- [WORK TO BE COMPLETED] Your task is to extract every entry that follows word for word while excluding the pictures.

- [ENTRIES SUPPLIED]
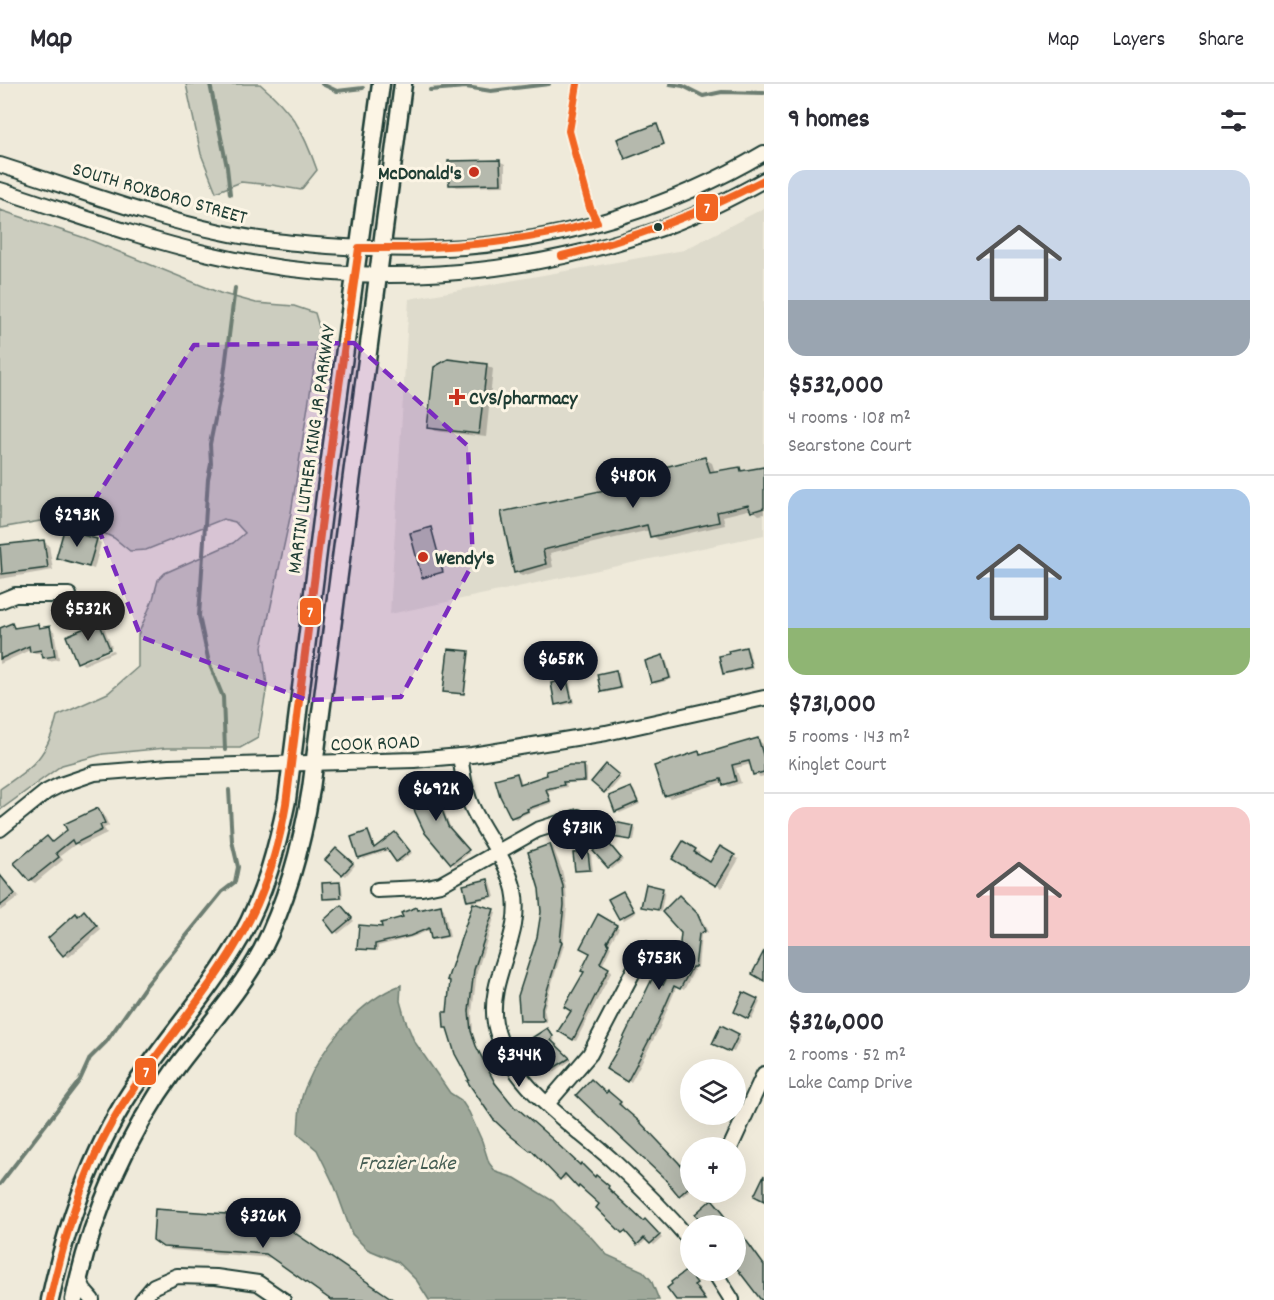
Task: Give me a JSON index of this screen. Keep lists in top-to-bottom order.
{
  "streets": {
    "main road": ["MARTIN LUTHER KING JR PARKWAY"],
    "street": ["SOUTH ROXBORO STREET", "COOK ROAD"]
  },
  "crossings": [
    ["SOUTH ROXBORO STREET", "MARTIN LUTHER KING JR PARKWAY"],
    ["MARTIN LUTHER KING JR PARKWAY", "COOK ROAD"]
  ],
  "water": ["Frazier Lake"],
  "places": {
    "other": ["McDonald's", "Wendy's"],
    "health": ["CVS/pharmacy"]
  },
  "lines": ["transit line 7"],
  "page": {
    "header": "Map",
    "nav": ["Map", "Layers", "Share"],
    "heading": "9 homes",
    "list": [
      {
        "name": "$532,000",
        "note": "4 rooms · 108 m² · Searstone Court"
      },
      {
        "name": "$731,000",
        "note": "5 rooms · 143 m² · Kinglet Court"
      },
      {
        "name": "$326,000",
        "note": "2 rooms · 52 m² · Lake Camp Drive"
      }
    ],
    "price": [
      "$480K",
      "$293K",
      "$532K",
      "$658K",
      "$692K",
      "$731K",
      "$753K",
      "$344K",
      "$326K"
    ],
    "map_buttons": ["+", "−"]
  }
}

- [FINISHED EXERCISE]
Task: Give me a JSON index of this screen. Keep lists in top-to-bottom order.
{
  "streets": {
    "main road": ["MARTIN LUTHER KING JR PARKWAY"],
    "street": ["SOUTH ROXBORO STREET", "COOK ROAD"]
  },
  "crossings": [
    ["SOUTH ROXBORO STREET", "MARTIN LUTHER KING JR PARKWAY"],
    ["MARTIN LUTHER KING JR PARKWAY", "COOK ROAD"]
  ],
  "water": ["Frazier Lake"],
  "places": {
    "other": ["McDonald's", "Wendy's"],
    "health": ["CVS/pharmacy"]
  },
  "lines": ["transit line 7"],
  "page": {
    "header": "Map",
    "nav": ["Map", "Layers", "Share"],
    "heading": "9 homes",
    "list": [
      {
        "name": "$532,000",
        "note": "4 rooms · 108 m² · Searstone Court"
      },
      {
        "name": "$731,000",
        "note": "5 rooms · 143 m² · Kinglet Court"
      },
      {
        "name": "$326,000",
        "note": "2 rooms · 52 m² · Lake Camp Drive"
      }
    ],
    "price": [
      "$480K",
      "$293K",
      "$532K",
      "$658K",
      "$692K",
      "$731K",
      "$753K",
      "$344K",
      "$326K"
    ],
    "map_buttons": ["+", "−"]
  }
}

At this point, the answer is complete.